[Saved data entries]
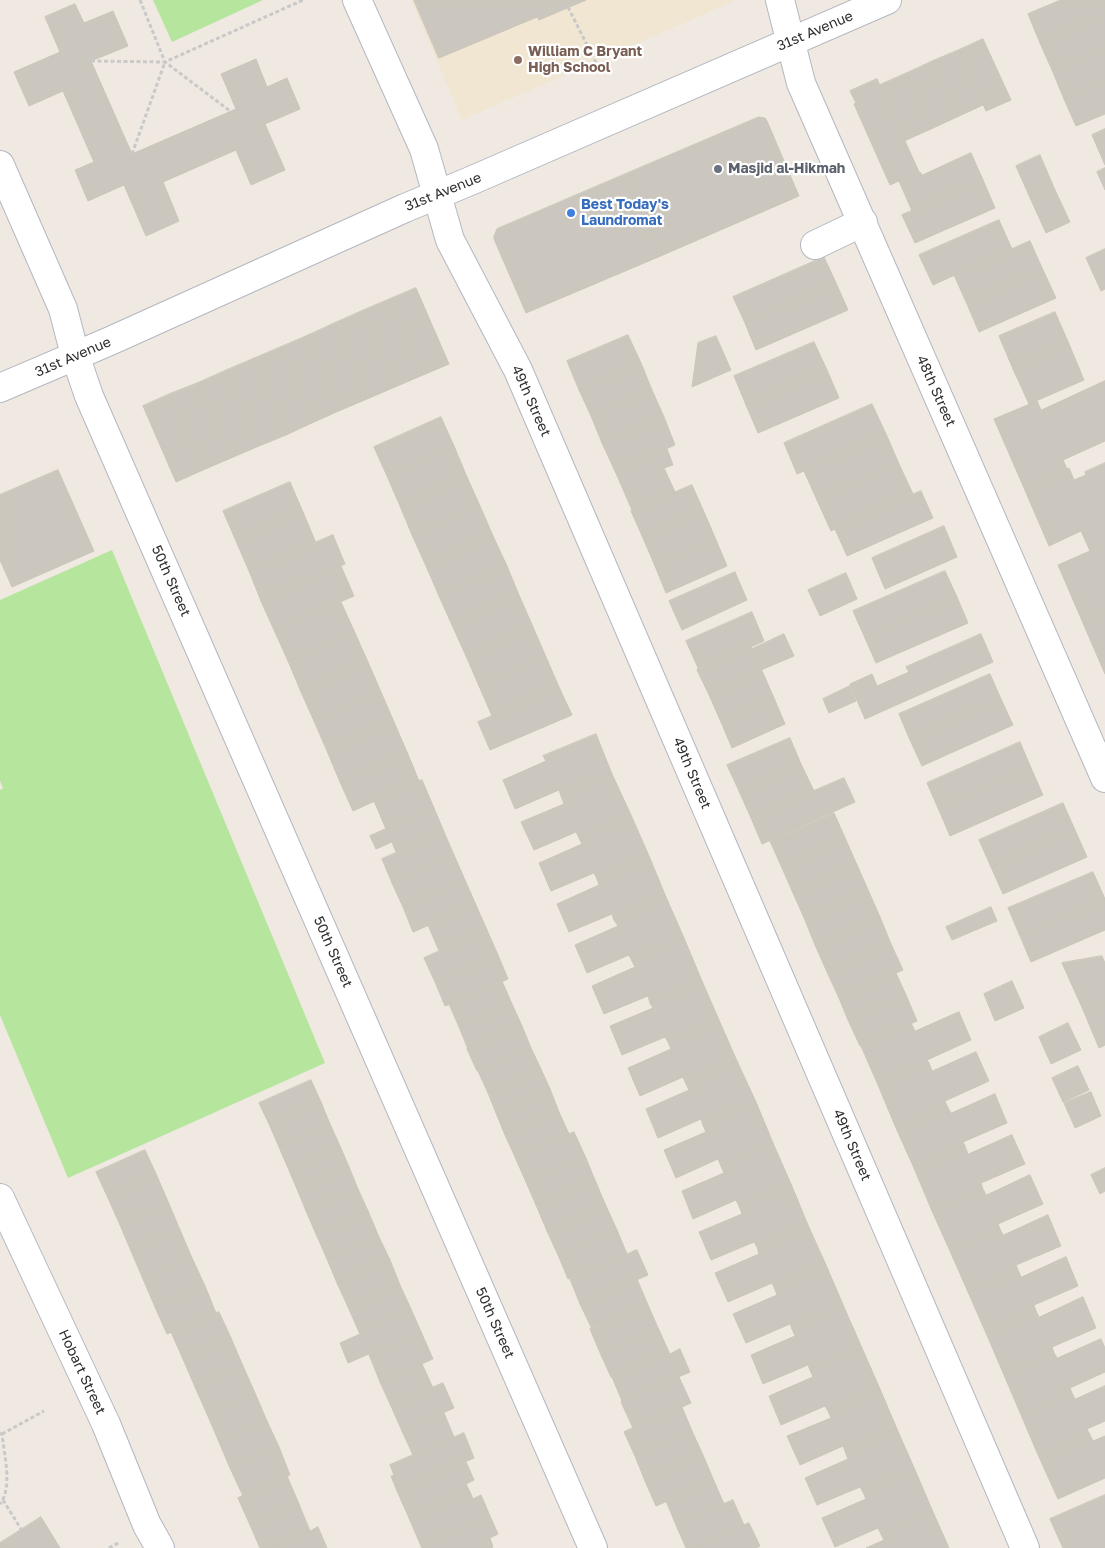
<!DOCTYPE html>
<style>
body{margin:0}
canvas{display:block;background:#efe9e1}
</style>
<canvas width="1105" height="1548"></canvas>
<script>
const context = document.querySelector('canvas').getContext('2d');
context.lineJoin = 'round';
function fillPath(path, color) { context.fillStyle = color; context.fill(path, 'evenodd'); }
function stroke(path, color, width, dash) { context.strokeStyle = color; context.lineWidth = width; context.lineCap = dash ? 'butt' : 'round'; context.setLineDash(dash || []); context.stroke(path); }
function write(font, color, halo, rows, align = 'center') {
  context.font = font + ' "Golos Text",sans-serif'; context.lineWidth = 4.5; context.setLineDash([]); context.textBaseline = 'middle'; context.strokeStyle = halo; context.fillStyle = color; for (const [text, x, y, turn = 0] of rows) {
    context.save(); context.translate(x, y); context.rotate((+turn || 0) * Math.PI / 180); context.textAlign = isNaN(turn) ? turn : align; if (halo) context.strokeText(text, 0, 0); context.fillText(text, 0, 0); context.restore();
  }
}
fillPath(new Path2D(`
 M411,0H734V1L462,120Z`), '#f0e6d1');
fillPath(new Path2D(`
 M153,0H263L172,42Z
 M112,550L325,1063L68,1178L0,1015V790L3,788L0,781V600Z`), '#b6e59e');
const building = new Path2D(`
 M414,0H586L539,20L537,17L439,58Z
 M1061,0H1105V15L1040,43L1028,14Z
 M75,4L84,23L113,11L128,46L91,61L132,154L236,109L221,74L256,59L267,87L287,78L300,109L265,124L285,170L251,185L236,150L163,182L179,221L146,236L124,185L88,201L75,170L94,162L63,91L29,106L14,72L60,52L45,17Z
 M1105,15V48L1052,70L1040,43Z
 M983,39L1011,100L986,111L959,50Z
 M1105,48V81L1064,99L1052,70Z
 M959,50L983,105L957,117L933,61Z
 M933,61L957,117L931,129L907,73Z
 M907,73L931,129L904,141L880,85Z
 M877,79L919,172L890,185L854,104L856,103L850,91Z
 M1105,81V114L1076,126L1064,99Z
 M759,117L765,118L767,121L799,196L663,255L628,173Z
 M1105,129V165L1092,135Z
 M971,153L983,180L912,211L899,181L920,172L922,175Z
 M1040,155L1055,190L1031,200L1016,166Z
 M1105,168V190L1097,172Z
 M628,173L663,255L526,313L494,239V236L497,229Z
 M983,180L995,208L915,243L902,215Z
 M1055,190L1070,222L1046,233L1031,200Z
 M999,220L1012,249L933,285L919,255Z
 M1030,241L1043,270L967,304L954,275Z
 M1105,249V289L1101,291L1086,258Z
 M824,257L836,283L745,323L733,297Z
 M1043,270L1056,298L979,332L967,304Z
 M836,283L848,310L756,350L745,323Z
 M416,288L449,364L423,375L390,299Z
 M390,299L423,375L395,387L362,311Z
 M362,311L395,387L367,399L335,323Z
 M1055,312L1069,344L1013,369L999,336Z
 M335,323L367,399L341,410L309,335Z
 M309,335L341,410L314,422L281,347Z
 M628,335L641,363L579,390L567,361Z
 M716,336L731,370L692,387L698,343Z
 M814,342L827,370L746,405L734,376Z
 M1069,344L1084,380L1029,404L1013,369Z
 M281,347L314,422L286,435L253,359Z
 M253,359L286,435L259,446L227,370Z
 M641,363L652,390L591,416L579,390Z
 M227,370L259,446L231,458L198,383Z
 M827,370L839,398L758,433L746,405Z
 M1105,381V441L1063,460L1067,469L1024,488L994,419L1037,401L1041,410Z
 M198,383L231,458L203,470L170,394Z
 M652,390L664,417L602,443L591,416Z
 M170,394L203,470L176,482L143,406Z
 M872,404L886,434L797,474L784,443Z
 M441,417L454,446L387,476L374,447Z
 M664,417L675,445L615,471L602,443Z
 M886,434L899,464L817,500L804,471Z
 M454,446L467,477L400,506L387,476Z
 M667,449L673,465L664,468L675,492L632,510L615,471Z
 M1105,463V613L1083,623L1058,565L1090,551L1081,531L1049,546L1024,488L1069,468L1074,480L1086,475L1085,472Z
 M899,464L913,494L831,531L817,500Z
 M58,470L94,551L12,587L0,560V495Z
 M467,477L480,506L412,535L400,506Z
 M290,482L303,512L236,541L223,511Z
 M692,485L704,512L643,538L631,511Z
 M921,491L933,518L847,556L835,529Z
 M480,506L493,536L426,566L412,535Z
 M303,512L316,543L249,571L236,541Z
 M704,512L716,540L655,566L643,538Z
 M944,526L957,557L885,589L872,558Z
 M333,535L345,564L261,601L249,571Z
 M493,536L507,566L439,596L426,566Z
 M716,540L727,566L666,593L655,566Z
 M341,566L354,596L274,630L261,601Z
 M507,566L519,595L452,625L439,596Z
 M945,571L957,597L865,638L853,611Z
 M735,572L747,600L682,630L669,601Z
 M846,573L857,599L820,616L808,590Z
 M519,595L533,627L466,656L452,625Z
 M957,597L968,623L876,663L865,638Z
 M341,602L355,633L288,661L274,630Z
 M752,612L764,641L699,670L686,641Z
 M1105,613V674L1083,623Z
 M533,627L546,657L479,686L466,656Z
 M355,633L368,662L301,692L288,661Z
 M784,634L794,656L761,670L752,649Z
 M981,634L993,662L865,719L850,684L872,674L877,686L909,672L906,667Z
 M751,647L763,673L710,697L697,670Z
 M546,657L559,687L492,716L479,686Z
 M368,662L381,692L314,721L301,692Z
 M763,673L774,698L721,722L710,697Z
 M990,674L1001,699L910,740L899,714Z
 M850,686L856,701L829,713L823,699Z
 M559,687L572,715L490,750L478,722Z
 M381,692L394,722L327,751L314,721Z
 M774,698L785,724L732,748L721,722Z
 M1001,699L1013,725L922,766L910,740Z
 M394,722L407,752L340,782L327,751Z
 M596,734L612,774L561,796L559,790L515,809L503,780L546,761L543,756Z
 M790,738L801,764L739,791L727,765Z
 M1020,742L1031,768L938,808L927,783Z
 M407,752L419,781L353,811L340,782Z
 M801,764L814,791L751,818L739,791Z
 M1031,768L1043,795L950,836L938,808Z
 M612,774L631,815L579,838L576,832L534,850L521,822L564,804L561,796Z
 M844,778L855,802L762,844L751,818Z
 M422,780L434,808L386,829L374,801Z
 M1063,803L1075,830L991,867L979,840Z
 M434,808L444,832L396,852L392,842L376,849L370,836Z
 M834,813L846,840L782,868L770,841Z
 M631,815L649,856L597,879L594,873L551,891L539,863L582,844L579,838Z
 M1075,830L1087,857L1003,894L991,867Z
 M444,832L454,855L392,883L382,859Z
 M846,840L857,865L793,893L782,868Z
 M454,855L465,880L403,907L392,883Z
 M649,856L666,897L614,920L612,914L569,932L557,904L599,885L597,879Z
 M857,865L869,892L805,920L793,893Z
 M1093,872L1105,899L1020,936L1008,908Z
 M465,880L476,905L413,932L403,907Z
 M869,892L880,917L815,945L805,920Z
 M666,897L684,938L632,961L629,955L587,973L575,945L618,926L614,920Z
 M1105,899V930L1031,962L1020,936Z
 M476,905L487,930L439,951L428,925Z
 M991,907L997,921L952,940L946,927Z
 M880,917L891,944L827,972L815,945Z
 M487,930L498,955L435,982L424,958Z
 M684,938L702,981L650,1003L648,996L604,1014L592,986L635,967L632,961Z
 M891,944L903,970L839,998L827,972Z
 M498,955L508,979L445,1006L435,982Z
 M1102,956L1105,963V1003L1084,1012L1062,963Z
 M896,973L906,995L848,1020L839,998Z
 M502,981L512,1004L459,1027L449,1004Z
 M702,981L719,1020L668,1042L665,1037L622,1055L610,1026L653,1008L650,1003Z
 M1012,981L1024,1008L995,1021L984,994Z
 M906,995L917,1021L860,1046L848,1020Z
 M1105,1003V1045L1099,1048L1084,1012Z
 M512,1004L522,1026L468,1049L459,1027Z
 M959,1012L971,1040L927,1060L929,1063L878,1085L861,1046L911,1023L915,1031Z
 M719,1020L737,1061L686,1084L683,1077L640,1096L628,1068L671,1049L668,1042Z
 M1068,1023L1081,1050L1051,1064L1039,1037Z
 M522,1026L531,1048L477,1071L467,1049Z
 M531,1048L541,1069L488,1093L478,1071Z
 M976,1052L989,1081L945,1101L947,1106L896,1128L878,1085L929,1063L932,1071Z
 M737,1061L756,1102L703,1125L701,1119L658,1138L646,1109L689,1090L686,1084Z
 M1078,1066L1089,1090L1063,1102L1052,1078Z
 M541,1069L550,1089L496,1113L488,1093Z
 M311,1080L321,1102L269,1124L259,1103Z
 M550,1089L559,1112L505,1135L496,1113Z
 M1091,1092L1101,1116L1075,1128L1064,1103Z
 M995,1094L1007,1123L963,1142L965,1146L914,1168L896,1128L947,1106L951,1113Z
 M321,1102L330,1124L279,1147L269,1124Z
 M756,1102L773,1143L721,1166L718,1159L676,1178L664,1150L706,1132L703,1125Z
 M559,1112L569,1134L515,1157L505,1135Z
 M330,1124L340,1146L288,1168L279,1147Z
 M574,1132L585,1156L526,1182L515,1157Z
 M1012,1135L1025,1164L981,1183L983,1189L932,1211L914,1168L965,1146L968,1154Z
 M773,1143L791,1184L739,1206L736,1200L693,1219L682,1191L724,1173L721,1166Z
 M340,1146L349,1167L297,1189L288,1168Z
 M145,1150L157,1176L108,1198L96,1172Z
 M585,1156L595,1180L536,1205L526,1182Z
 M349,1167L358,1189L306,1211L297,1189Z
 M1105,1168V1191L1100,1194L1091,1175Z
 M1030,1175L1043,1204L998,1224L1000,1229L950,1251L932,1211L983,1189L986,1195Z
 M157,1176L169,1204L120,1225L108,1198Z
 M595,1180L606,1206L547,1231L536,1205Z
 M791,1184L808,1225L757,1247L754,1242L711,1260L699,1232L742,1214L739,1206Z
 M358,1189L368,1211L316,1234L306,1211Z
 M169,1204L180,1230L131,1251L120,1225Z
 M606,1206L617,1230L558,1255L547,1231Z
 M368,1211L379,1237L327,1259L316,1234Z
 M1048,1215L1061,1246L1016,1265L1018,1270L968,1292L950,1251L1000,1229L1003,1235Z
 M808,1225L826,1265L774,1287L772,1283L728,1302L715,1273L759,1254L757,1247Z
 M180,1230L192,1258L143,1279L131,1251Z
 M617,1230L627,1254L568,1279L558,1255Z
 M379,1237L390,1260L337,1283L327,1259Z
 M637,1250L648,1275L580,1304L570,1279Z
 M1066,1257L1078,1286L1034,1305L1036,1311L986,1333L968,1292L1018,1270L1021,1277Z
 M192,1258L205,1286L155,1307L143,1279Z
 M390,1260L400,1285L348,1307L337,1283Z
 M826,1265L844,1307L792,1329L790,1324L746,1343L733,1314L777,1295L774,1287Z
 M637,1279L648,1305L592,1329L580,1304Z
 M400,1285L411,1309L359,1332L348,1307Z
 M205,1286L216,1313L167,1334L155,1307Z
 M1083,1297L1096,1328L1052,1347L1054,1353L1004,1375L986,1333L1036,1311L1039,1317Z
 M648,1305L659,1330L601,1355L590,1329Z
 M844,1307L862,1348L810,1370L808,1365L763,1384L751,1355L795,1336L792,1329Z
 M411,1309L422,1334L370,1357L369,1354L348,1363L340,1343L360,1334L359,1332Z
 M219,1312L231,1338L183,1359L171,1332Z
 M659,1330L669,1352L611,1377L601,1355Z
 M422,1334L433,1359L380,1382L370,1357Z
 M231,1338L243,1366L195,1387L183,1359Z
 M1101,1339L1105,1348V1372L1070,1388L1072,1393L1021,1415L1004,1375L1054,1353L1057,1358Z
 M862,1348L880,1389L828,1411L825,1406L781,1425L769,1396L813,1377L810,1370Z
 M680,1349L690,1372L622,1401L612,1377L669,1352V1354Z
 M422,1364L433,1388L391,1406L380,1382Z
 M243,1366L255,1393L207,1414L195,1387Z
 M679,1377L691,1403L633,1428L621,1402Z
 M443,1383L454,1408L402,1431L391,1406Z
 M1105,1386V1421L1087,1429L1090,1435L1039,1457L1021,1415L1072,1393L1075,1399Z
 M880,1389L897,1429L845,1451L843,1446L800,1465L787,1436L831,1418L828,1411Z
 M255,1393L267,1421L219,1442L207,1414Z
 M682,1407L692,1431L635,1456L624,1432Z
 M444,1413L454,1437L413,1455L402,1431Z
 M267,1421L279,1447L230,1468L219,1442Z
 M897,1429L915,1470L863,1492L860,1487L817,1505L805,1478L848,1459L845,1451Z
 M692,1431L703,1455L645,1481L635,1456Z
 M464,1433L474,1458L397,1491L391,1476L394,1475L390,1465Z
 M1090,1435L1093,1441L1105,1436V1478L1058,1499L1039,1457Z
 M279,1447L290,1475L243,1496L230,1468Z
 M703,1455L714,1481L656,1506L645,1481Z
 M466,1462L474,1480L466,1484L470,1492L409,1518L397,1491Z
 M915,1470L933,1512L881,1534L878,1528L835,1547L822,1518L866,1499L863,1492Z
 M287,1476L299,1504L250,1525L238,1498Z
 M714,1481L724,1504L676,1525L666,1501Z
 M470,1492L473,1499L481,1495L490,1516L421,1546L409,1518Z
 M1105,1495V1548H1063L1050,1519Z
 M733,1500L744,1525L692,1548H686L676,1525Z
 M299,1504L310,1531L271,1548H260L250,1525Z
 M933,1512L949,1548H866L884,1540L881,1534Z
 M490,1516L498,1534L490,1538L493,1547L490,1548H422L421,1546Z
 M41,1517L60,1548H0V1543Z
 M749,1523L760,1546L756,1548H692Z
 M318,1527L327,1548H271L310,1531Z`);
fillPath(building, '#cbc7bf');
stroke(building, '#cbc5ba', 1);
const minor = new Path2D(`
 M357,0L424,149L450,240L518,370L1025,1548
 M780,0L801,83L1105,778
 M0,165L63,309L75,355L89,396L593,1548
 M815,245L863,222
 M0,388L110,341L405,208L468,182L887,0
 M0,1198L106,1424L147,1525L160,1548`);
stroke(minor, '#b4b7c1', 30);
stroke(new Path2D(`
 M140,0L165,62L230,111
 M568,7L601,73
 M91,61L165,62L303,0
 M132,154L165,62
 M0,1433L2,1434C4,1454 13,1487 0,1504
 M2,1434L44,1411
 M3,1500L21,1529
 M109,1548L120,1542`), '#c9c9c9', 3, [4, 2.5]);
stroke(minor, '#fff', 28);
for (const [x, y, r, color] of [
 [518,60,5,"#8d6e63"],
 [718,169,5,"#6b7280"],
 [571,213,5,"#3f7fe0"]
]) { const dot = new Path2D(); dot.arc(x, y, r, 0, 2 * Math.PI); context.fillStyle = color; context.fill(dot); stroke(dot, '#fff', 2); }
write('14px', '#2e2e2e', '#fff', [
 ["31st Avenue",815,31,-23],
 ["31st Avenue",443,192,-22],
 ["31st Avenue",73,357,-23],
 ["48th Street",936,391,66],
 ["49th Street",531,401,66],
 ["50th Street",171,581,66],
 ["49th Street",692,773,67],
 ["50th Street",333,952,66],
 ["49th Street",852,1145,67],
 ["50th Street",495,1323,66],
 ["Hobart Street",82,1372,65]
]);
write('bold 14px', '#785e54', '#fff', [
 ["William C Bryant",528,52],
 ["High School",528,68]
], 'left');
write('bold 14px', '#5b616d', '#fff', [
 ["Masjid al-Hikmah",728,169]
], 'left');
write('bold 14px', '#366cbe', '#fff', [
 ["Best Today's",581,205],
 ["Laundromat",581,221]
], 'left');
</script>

• TASK DIRECTIONS
Take the entries above and return only the lines from the one with "M546,657L559,687L492,716L479,686Z" to the one with "M381,692L394,722L327,751L314,721Z", both included, unchanged.

• THE COMPLETED TASK
 M546,657L559,687L492,716L479,686Z
 M368,662L381,692L314,721L301,692Z
 M763,673L774,698L721,722L710,697Z
 M990,674L1001,699L910,740L899,714Z
 M850,686L856,701L829,713L823,699Z
 M559,687L572,715L490,750L478,722Z
 M381,692L394,722L327,751L314,721Z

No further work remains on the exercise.